What’s the payoff for all this pain? The ships will be able to transport about 1,000 military personnel, comprised of soldiers and those involved with the helicopter operations. These soldiers will initially be from the 2nd Battalion, the Royal Australian Regiment (2 RAR) based in Townsville. The small numbers suggest that Andrew Davies may be right in arguing that the LHD’s main military role could be assisted or protected evacuations. In the age of globalisation, recovering stranded Australians, whether tourists, expatriate businessmen or mining staff, is a function that governments can’t ignore.
Such an operation occurred in June 2000, when the landing ship HMAS Tobruk embarked 486 civilian evacuees from Honiara in the Solomons and took them to Cairns. Other less well-equipped nations used chartered civil air transport to fly their nationals from Honiara to Townsville in a few hours. Using an LHD in such an evacuation role will require having the ship manned and equipped and deployed well-forward—like the USMC is well practised at doing—but that’s not an inexpensive business. A straight forward task perhaps in the Solomons case, but a more problematic one in Australia’s 2006 civilian evacuation operation in Lebanon, which involved 5,200 people.
But maybe Andrew’s wrong. Maybe the LHD’s main role will instead be sea transport of troops and supplies to distant lands for peace keeping or humanitarian operations. ‘Doing Somalia’ logistically better than in 1992 does seem a more realistic function for the two LHDs. Indeed Somalia involved an LHD-sized 1,000 strong infantry battalion group, and the echoes continue, with the commander of that group now CDF.

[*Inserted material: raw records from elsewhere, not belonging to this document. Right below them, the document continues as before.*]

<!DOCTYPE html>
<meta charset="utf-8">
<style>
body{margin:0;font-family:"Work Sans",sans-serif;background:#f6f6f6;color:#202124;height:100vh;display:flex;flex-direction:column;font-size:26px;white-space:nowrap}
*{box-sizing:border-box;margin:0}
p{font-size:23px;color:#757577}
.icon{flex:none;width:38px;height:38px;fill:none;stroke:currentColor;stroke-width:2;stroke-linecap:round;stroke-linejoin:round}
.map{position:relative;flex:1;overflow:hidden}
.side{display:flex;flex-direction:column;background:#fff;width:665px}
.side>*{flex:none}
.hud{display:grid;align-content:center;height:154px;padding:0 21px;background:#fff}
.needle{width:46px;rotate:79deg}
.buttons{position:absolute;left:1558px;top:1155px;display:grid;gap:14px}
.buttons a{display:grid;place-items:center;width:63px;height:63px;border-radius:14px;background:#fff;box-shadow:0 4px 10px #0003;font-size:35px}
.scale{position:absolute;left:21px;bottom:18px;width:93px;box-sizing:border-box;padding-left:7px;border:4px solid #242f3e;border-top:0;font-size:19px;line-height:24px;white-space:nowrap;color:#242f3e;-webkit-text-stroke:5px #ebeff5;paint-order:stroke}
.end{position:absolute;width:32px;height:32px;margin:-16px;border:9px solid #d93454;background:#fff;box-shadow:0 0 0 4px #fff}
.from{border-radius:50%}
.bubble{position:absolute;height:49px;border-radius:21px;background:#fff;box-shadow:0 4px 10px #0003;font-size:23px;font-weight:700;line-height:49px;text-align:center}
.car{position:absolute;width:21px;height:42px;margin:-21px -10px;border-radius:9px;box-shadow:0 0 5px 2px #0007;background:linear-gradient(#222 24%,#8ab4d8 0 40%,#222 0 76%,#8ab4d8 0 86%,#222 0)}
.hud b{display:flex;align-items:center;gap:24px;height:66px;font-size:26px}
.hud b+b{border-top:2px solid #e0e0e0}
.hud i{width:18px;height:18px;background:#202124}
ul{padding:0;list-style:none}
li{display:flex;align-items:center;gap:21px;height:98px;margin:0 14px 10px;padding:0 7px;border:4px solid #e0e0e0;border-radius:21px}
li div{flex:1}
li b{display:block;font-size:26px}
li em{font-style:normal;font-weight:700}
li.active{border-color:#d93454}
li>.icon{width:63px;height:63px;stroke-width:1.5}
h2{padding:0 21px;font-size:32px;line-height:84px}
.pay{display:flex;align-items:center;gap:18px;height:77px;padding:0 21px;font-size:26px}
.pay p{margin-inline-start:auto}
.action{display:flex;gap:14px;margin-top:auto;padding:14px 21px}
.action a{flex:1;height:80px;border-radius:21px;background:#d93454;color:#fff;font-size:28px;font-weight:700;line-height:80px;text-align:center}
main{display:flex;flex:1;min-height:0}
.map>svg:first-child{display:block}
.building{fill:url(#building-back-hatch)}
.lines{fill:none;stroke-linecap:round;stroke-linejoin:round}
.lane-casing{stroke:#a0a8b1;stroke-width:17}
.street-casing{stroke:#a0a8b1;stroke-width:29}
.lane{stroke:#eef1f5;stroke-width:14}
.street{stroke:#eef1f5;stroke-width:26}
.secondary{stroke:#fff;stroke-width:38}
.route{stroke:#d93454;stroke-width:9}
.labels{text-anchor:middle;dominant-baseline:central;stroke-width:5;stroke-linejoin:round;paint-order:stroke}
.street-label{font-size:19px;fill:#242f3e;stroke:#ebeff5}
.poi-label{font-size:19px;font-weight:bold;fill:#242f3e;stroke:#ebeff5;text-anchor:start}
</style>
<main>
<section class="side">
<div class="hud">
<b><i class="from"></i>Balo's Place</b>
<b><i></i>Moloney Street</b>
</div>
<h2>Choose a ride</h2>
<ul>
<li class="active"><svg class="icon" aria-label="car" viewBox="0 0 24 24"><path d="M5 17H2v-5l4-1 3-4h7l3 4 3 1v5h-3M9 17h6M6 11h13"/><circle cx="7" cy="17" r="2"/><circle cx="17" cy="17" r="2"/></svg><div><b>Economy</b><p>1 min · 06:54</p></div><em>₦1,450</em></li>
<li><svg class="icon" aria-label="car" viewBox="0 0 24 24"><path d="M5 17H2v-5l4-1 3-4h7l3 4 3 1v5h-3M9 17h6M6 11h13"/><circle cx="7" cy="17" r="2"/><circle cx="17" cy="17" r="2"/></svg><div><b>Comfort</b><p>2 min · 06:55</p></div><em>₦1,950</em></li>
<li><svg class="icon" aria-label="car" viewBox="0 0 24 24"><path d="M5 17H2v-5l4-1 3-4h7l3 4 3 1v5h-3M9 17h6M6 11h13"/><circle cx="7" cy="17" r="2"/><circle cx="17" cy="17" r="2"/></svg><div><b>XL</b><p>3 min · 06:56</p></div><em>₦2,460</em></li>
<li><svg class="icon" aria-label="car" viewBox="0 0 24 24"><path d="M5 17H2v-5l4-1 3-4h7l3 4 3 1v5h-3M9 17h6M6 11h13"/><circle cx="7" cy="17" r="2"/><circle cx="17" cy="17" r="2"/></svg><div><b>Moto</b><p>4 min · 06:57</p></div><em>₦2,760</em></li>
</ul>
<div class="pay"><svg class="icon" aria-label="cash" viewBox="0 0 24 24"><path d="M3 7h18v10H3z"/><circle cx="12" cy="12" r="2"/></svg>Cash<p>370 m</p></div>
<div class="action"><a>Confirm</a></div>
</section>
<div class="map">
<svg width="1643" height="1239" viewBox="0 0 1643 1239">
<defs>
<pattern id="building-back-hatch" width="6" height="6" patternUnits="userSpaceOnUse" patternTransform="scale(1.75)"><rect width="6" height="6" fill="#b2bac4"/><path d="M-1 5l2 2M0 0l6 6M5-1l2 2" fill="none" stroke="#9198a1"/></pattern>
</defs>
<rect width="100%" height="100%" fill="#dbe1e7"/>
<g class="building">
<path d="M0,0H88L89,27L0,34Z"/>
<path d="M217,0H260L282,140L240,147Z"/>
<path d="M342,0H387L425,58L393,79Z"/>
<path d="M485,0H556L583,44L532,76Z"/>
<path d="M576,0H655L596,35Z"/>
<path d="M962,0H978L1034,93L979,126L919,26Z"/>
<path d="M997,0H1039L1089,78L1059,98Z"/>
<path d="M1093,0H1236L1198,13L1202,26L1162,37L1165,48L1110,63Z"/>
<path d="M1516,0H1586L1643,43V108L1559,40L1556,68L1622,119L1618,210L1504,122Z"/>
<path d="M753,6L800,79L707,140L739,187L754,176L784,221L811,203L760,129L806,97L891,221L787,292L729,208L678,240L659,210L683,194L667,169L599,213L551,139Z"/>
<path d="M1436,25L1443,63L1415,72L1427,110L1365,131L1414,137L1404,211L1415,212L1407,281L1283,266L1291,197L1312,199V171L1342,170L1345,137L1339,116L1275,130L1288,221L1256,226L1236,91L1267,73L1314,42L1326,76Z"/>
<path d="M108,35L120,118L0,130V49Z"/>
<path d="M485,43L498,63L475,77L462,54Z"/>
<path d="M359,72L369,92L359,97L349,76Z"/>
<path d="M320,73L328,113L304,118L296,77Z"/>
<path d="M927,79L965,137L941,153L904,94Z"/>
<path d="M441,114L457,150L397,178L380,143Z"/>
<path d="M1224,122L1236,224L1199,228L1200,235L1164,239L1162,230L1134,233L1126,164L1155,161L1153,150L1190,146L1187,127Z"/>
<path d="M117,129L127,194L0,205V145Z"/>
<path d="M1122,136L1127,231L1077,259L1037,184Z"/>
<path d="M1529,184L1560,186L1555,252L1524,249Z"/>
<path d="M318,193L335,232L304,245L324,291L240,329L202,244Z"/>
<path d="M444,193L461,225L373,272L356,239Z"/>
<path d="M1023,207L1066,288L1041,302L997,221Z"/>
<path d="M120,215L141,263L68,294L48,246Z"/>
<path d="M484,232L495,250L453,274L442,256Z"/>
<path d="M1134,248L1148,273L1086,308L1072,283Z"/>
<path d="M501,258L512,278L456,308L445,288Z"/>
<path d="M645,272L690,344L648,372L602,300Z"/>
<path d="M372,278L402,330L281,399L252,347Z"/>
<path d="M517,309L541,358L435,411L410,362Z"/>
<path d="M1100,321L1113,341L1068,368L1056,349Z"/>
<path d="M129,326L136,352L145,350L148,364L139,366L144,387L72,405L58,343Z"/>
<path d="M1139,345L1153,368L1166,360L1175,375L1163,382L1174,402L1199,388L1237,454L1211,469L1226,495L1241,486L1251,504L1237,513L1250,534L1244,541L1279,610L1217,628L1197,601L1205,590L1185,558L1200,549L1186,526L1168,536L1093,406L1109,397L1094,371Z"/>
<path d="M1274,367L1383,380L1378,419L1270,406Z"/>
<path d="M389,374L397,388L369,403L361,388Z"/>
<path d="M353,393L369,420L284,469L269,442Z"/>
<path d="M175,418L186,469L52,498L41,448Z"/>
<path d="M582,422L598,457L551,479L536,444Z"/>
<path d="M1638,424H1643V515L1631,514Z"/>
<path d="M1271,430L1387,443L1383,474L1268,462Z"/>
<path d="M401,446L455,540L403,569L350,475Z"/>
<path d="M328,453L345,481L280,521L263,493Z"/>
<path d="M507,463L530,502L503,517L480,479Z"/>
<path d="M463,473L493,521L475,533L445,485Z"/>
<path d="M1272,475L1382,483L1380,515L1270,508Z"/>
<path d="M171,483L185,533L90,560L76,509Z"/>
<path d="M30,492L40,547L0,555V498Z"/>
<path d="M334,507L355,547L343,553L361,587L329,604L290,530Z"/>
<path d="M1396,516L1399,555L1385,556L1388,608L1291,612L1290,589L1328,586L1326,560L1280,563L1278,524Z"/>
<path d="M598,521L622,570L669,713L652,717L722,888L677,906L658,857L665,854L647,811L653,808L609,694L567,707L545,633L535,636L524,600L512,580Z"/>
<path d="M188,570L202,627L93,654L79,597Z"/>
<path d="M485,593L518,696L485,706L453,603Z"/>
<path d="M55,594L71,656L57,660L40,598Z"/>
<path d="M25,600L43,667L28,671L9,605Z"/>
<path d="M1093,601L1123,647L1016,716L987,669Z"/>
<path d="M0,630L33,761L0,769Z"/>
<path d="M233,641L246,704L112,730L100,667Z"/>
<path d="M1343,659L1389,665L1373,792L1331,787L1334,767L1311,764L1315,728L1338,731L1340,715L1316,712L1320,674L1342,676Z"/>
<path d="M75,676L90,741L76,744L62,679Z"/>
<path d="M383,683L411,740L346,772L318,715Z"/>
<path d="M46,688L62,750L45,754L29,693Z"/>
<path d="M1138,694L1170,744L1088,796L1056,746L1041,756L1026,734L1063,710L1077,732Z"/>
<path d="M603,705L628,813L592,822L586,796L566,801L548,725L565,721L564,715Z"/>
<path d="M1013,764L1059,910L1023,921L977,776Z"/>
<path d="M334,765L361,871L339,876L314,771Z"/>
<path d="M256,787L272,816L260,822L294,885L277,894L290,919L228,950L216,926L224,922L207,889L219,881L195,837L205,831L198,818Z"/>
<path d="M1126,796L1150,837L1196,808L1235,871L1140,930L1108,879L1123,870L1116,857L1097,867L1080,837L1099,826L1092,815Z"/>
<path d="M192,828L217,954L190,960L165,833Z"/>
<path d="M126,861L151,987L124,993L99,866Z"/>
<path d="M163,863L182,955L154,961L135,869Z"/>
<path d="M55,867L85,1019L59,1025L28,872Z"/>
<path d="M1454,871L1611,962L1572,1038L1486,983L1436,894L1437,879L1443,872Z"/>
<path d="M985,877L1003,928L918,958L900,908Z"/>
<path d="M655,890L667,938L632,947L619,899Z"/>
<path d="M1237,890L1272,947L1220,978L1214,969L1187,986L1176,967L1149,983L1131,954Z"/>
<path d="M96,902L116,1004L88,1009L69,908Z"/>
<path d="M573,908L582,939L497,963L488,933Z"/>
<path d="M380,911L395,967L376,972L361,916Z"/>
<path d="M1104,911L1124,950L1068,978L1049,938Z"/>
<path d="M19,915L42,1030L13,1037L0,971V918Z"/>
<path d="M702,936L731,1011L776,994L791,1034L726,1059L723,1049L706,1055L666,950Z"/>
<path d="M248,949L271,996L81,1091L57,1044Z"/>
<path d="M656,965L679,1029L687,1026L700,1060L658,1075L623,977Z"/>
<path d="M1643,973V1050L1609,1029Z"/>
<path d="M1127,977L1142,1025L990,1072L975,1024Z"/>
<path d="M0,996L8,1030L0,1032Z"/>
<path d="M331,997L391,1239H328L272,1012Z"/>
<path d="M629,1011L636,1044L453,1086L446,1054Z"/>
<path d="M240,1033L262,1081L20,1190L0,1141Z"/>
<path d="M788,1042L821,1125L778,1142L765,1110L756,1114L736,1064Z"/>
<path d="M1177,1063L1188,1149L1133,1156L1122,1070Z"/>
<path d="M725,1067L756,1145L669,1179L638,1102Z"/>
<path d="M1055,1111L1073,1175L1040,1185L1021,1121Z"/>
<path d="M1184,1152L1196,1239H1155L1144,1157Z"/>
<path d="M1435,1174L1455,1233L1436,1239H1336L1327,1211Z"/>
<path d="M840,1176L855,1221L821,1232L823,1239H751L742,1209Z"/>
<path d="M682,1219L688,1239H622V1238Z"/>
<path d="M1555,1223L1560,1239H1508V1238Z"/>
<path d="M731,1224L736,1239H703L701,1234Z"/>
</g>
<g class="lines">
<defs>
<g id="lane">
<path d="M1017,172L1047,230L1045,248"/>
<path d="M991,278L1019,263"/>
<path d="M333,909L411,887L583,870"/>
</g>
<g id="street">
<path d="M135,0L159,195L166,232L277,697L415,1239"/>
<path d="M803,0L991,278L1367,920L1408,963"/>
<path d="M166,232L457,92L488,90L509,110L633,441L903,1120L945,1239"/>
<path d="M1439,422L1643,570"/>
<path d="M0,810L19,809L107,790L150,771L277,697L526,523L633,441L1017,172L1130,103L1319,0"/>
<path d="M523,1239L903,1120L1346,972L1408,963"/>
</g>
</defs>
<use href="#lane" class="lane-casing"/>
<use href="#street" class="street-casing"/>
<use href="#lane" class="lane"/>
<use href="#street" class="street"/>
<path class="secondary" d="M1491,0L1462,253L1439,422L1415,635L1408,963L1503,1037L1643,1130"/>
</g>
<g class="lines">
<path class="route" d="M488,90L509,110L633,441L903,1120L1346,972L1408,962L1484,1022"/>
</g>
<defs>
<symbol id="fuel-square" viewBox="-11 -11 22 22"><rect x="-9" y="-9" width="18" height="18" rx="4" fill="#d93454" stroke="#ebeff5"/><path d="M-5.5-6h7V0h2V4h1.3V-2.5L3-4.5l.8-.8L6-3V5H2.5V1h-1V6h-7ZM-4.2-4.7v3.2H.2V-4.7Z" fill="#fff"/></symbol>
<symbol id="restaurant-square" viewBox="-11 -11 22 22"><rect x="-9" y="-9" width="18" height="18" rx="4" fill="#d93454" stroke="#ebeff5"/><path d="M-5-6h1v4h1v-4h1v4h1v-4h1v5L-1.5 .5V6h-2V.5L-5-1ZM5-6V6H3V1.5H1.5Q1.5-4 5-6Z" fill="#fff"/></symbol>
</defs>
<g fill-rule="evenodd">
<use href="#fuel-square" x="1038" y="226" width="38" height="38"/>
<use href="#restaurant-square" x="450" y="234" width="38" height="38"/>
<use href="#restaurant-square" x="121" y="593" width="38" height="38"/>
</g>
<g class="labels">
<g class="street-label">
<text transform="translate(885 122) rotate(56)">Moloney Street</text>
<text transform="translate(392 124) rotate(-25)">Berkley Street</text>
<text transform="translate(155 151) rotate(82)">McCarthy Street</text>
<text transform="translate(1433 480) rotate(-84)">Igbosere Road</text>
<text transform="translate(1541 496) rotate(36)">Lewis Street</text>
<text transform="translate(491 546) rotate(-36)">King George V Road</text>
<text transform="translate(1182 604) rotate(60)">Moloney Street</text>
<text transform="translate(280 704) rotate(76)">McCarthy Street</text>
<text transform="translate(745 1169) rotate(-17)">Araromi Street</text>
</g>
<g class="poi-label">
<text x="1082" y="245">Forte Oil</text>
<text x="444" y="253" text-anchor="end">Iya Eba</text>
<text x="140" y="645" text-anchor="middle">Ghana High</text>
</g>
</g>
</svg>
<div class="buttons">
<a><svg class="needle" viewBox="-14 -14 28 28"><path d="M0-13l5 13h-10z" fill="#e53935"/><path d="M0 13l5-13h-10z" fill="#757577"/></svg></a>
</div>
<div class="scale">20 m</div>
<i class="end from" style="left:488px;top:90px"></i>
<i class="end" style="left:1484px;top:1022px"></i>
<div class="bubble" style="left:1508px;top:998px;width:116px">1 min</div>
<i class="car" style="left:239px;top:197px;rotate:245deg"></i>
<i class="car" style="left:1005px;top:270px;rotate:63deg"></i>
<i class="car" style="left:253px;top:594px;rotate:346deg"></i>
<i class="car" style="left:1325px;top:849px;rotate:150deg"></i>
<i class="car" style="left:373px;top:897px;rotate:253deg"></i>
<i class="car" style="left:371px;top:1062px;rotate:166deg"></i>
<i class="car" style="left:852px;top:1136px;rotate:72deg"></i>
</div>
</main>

This returns us to where we started. The LHDs appear more suited for operations-other-than-war than for warfighting. Using them in any major conflict would be a difficult, uncertain business with a limited payoff. A good thing perhaps that a major conflict looks rather improbable, but then real capital ships or more fast jets might have been acquired if that was anticipated.
To my eye then, the LHDs are best suited for the more likely tasks the ADF may be called upon to undertake in the next couple of decades—not the most dangerous or the most important. Forget using them to defend Australia from invasion; the LHDs are for the more pressing, albeit somewhat prosaic, task of transporting people and stuff around. More provocatively, one might ask transport to where? The last 100 years of our military history suggests the Middle East might be the favoured destination.
Oh yes, a last thought on risk. Andrew thinks Jim and Neil James want to retire risk. In the LHD’s case this isn’t what they’re best for, nor acquired for. The LHDs can be used to respond to overseas events, but the ships can’t in themselves stop risks eventuating.
Peter Layton is undertaking a research PhD in grand strategy at UNSW, and has been an associate professor of national security strategy at the US National Defense University. Image courtesy of Department of Defence.